Nativité de la Très Sainte Vierge Marie

Vladimir GOLOVANOW

Nativité de la Très Sainte Vierge Marie
L’année liturgique comporte, outre le cycle des dimanches et le cycle des fêtes commémorant directement Notre Seigneur, un cycle des fêtes des saints. La première grande fête de ce cycle des saints que nous rencontrons après le début de l’année liturgique est la fête de la nativité de la bienheureuse Vierge Marie, célébrée le 8 septembre [1]. Il convenait que, dès les premiers jours de la nouvelle année religieuse, nous fussions mis en présence de la plus haute sainteté humaine reconnue et vénérée par l’Église, celle de la mère de Jésus-Christ. Les textes lus et les prières chantées à l’occasion de cette fête nous éclaireront beaucoup sur le sens du culte que l’Église rend à Marie.

Au cours des vêpres célébrées le soir de la veille du 8 septembre, nous lisons plusieurs leçons tirées de l’Ancien Testament. C’est tout d’abord le récit de la nuit passée par Jacob à Luz (Gn 28, 10-17). Tandis que Jacob dormait, la tête appuyée sur une pierre, il eut un songe : il vit une échelle dressée entre le ciel et la terre, et les anges montant et descendant le long de cette échelle ; et Dieu lui-même apparut et promit à la descendance de Jacob sa bénédiction et son soutien. Jacob, à son réveil, consacra avec de l’huile la pierre sur laquelle il avait dormi et appela ce lieu Beth-el, c’est-à-dire " maison de Dieu ".
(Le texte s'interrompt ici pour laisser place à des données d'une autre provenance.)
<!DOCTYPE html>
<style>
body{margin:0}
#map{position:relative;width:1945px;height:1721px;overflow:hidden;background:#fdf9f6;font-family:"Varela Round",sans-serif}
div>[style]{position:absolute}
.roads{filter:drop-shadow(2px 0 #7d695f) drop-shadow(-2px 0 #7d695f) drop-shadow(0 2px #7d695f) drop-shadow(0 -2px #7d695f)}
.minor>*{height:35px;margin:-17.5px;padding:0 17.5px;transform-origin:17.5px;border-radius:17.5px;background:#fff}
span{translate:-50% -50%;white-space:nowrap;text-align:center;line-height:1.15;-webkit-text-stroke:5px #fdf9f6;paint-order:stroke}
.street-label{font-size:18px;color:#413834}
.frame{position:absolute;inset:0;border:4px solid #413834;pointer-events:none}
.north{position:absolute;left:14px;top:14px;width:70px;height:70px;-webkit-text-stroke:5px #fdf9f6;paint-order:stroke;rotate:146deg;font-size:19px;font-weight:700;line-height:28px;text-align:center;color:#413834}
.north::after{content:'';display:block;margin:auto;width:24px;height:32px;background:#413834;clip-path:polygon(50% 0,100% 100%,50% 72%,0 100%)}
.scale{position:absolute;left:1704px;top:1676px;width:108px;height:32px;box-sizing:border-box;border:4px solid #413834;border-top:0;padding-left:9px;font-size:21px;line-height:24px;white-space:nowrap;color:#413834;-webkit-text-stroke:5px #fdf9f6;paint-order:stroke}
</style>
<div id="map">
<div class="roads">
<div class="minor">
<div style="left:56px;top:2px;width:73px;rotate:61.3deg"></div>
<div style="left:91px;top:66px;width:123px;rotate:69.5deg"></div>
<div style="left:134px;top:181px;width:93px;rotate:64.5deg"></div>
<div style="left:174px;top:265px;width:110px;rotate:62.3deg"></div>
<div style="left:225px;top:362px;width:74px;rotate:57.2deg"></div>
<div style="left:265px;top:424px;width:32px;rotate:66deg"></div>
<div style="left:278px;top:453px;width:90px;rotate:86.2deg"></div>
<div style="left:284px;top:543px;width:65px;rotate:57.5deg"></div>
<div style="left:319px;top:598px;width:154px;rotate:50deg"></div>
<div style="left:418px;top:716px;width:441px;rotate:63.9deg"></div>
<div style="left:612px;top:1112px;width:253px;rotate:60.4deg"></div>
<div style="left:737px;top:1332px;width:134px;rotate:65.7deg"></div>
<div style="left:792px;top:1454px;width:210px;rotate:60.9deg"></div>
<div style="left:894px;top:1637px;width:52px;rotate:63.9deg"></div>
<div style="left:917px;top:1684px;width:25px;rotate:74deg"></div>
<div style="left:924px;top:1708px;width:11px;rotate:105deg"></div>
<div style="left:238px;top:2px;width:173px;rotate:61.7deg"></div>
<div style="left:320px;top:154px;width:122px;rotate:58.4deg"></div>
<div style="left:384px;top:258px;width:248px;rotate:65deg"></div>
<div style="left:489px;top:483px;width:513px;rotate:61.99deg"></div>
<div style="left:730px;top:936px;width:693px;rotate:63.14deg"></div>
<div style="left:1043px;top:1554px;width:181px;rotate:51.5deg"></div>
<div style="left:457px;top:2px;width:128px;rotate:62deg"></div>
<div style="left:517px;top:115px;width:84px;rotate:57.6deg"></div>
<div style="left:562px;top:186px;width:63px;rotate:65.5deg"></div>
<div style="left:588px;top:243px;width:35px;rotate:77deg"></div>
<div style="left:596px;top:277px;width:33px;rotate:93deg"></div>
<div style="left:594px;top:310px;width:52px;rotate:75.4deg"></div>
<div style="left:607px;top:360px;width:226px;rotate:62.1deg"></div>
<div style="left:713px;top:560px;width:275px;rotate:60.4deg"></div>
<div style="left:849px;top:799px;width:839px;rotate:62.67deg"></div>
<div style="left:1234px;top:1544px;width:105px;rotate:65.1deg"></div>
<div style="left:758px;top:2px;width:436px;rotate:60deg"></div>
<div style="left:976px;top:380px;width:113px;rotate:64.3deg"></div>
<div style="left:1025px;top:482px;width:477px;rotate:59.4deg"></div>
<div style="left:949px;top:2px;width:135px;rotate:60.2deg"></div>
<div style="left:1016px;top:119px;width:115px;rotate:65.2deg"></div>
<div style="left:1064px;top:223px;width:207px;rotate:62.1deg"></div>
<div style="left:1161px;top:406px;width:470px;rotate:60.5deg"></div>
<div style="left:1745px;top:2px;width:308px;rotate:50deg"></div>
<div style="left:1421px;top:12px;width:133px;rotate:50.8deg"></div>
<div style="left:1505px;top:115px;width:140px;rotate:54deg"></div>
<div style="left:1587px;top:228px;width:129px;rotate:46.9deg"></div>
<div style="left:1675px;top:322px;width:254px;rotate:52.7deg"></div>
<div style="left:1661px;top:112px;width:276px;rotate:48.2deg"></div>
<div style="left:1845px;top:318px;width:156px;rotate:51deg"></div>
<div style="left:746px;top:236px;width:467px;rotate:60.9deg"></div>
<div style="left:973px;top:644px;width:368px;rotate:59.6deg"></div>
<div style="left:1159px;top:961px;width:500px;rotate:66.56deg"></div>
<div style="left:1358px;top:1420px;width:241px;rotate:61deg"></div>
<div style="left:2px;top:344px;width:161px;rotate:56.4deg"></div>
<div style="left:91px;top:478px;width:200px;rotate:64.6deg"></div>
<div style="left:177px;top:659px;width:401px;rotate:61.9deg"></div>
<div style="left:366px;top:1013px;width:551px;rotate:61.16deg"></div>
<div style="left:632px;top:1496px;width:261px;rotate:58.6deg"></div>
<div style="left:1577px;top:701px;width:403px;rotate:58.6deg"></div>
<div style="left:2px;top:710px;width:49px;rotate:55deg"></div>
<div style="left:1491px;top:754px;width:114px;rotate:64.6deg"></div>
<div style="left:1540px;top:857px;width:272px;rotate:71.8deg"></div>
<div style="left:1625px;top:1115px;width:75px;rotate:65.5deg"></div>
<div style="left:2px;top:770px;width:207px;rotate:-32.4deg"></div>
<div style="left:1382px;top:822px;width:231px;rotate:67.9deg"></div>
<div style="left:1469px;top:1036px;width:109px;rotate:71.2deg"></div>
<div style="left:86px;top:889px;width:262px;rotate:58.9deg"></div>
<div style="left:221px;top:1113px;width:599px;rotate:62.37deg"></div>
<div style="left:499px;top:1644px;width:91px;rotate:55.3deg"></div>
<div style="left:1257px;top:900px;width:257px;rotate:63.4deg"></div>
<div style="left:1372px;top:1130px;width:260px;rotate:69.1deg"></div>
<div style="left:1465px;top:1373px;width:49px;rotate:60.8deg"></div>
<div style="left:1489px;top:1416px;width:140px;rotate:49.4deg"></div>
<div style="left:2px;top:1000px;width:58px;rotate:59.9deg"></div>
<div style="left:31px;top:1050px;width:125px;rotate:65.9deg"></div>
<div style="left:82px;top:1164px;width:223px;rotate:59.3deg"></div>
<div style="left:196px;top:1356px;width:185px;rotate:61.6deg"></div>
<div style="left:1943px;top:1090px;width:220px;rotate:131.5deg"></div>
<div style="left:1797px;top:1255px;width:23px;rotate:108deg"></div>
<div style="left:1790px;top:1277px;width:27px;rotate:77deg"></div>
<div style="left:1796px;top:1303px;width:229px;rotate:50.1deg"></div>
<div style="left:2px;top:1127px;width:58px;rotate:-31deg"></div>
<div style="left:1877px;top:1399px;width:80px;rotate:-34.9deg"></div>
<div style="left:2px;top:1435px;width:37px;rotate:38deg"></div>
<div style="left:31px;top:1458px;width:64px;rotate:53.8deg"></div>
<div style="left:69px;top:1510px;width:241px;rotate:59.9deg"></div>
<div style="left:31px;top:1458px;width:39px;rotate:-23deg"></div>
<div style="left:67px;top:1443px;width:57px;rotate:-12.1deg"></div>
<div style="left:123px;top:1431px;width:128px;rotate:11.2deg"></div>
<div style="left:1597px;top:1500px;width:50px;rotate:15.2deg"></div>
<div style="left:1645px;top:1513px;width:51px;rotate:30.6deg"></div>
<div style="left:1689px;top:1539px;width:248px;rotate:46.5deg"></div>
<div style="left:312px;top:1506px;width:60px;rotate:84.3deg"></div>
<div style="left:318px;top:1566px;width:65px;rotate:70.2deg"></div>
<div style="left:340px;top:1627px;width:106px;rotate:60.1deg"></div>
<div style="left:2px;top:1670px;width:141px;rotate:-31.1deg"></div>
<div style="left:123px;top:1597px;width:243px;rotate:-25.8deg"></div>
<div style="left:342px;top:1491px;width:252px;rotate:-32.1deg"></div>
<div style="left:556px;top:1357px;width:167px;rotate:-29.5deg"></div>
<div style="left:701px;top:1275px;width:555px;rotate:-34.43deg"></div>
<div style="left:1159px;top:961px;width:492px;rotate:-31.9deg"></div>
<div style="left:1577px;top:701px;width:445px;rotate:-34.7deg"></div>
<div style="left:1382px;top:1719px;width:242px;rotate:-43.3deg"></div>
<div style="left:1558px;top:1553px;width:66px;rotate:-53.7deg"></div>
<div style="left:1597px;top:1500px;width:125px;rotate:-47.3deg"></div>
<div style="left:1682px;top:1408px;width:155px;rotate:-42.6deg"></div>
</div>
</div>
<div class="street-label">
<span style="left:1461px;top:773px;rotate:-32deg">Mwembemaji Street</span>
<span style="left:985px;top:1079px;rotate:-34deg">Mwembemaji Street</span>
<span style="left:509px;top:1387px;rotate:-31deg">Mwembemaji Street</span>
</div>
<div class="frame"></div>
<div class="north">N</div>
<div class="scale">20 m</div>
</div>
Nativité de la Très Sainte Vierge Marie
Marie, dont la maternité a été la condition humaine de l’Incarnation, est, elle aussi, une échelle entre le ciel et la terre. Mère adoptive des frères adoptifs de son Fils, elle nous dit ce que Dieu dit à Jacob (pour autant qu’une créature peut faire siennes les paroles du Créateur) : " Je suis avec toi, je te garderai partout où tu iras… ". Elle, qui a porté son Dieu dans son sein, elle est vraiment ce lieu de Beth-el dont Jacob peut dire : " Ce n’est rien de moins qu’une maison de Dieu et la porte du ciel ". La deuxième leçon (Ez 43, 27-44, 4) se rapporte au temple futur qui est montré au prophète Ézéchiel ; une phrase de ce passage peut s’appliquer très justement à la virginité et à la maternité de Marie : " Ce porche sera fermé. On ne l’ouvrira pas, on n’y passera pas, car Yahvé le Dieu d’Israël y est passé. Aussi sera-t-il fermé " [2]. La troisième leçon (Pr 9, 1-11) met en scène la Sagesse divine personnifiée : " La Sagesse a bâti sa maison, elle a dressé ses sept colonnes… Elle a dépêché ses servantes et proclamé sur les hauteurs de la cité… ". L’Église byzantine et l’Église latine ont toutes deux établi un rapprochement entre la divine Sagesse et Marie [3]. Celle-ci est la maison bâtie par la Sagesse ; elle est, au suprême degré, l’une des vierges messagères que la Sagesse envoie aux hommes ; elle est, après le Christ lui-même, la plus haute manifestation de la Sagesse en ce monde.

Nativité de la Très Sainte Vierge Marie
L’Évangile lu aux matines du 8 septembre (Lc 1 : 39-49, 56) décrit la visite faite par Marie à Élisabeth. Deux phrases de cet évangile expriment bien l’attitude de l’Église envers Marie et indiquent pourquoi celle-ci a été en quelque sorte mise à part et au-dessus de tous les autres saints. Il y a d’abord cette phrase de Marie elle-même : " Oui, désormais toutes les générations me diront bienheureuse, car le Tout-Puissant a fait pour moi de grandes choses " [4]. Et il y a cette phrase dite par Élisabeth à Marie : " Tu es bénie entre les femmes, et le fruit de tes entrailles est béni ". Quiconque nous reprocherait de reconnaître et d’honorer le fait que Marie soit " bénie entre les femmes " se mettrait en contradiction avec l’Écriture elle-même. Nous continuerons donc, comme " toutes les générations ", à appeler Marie " bienheureuse ". Nous ne la séparerons d’ailleurs jamais de son Fils, et nous ne lui dirons jamais " tu es bénie " sans ajouter ou du moins sans penser : " Le fruit de tes entrailles est béni ". Et s’il nous est donné de sentir parfois l’approche gracieuse de Marie, ce sera Marie portant Jésus dans son sein, Marie en tant que mère de Jésus, et nous lui dirons avec Élisabeth : " Comment m’est-il donné que la mère de mon Seigneur vienne à moi ? "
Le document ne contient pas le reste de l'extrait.